The regulatory relationship between PPARγ and CD36 in microglial cells has been reported under various degenerative conditions [37, 38]. CD36-mediated myelin uptake by phagocytes (including macrophages and microglial cells) is necessary for CNS [39,40,41]. Microglial cells in amyloid precursor protein/presenilin 1 (APP/PS1) transgenic mice also exhibit PPARγ-induced CD36 upregulation, enhancing beta-amyloid uptake [42]. On the other hand, CD36 can also trigger proinflammatory effect through interaction with Toll-like receptors [43]. In retina, previous studies reported the role of CD36 in mitigating the proinflammatory responses of the mononuclear phagocytes (MNPs) in Cx3cr1−/− and light-induced mouse models of retinal degeneration [44, 45]. Our study suggested that the dominant function of TREM2-mediated upregulation of CD36 is to enhance the migration and phagocytic activity of microglia. The absence of this mechanism in Trem2−/− mice result in the accumulation of apoptotic photoreceptor cells, a likely consequence of insufficient clearance of dying cells at the onset of the degeneration. Of note, we observed a small increase of Cd36 expression in MNU-treated Trem2−/− mice compared to MNU-treated WT mice following GW1929 treatment. This observation suggested that, in the absence of CD36 activation, alternative compensatory mechanisms might be activated in Trem2-deficient microglia during photoreceptor degeneration. For example, recent research has shown that TREM2-mediated upregulation of galectin-3, also contributes to the phagocytic activity of microglial cells during retinal degeneration [46]. In fact, we observed significant downregulation of Lgals3 in MNU-treated Trem2−/− retina compared to MNU-treated WT retina, but not in mice treated with GW1929 during degeneration.

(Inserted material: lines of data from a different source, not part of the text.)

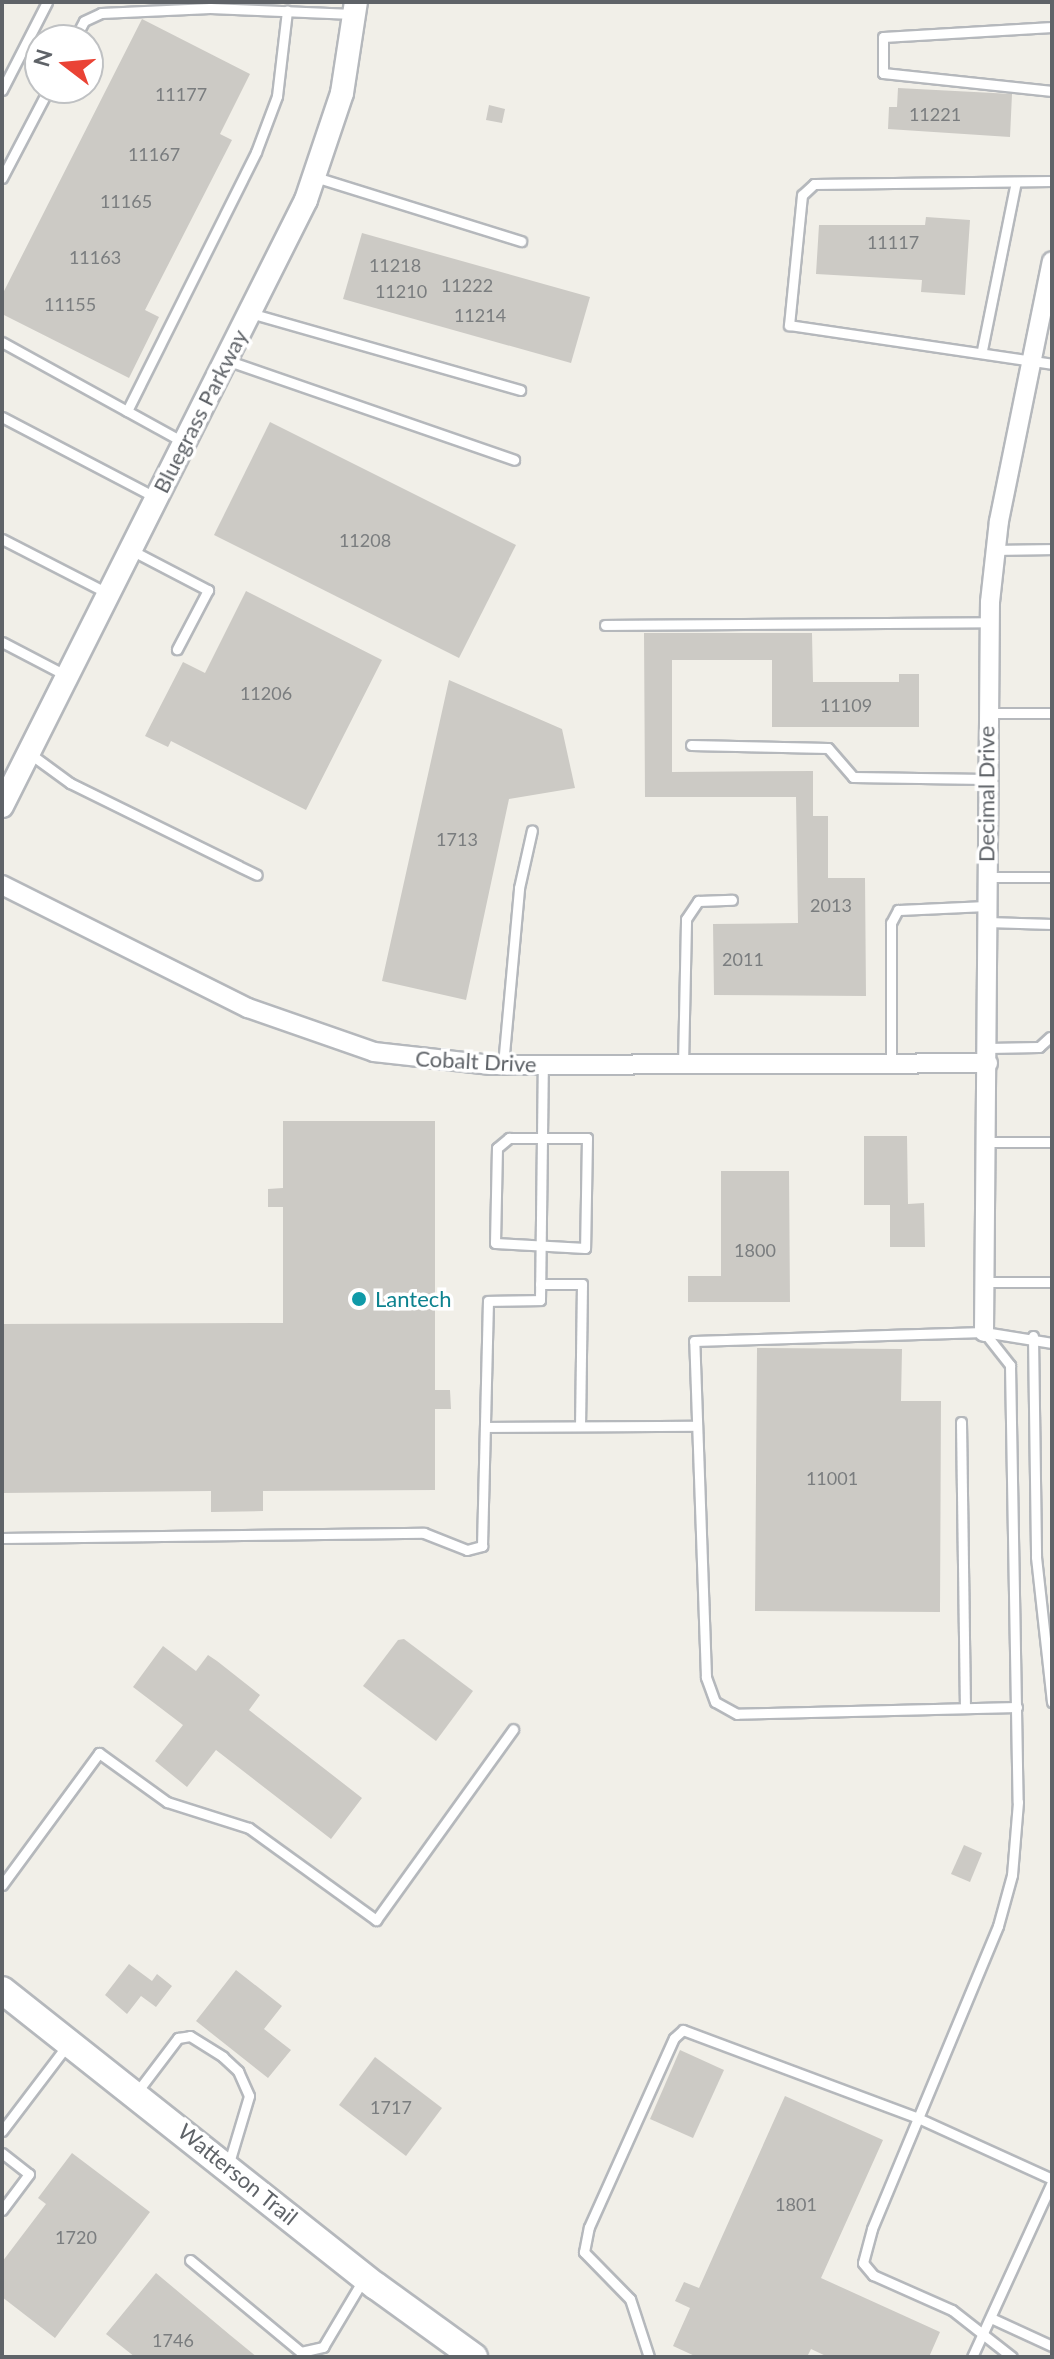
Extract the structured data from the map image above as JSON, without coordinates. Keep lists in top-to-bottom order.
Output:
{
  "streets": {
    "main road": ["Watterson Trail"],
    "street": ["Bluegrass Parkway", "Decimal Drive", "Cobalt Drive"]
  },
  "crossings": [
    ["Decimal Drive", "Cobalt Drive"]
  ],
  "places": ["Lantech"],
  "house_numbers": [
    "11177",
    "11221",
    "11167",
    "11165",
    "11117",
    "11163",
    "11218",
    "11222",
    "11210",
    "11155",
    "11214",
    "11208",
    "11206",
    "11109",
    "1713",
    "2013",
    "2011",
    "1800",
    "11001",
    "1717",
    "1801",
    "1720",
    "1746"
  ],
  "north": "left"
}
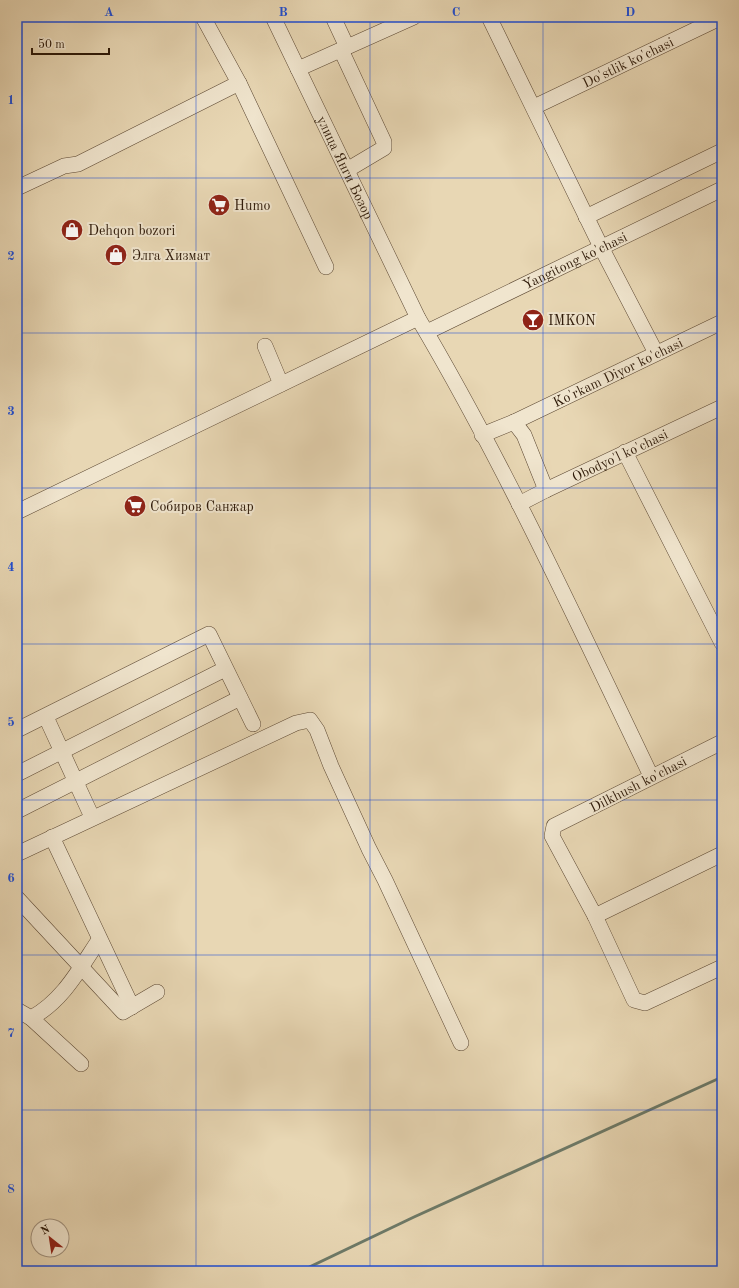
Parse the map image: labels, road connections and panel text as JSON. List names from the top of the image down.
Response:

A limitation of this study is the lack of precisely distinguishing macrophages (monocytes-derived and ocular resident) from microglial cells. Although immunostaining of MHC II has been proven to label macrophages but not microglia in the retina, using monocyte- and microglia-specific tracing mice alongside microglia-specific Trem2 knockout mice would provide more definitive answer [47, 48]. However, since only limited number of infiltrated macrophages were identified through MHC II staining, we believe that the observations in this study predominantly reflected the activity of microglial cells. A recent study identified disease inflammatory macrophages (DIMs), as a subset of microglial cells derived from monocytes with DAM-like features in aging and neurodegenerative brains [49]. Considering the contexts in which DIMs were identified, we speculate that they originate from the remaining monocytes following previous assaults (often seen in aging or degenerative neural tissue) [48]. Given that the mice we used here had no prior history of stress, it is unlikely that DIMs constitute a significant part of DAM in the present study. However, as discussed above, the contribution of non-microglial phagocytic cells during retinal degeneration needs to be further delineated.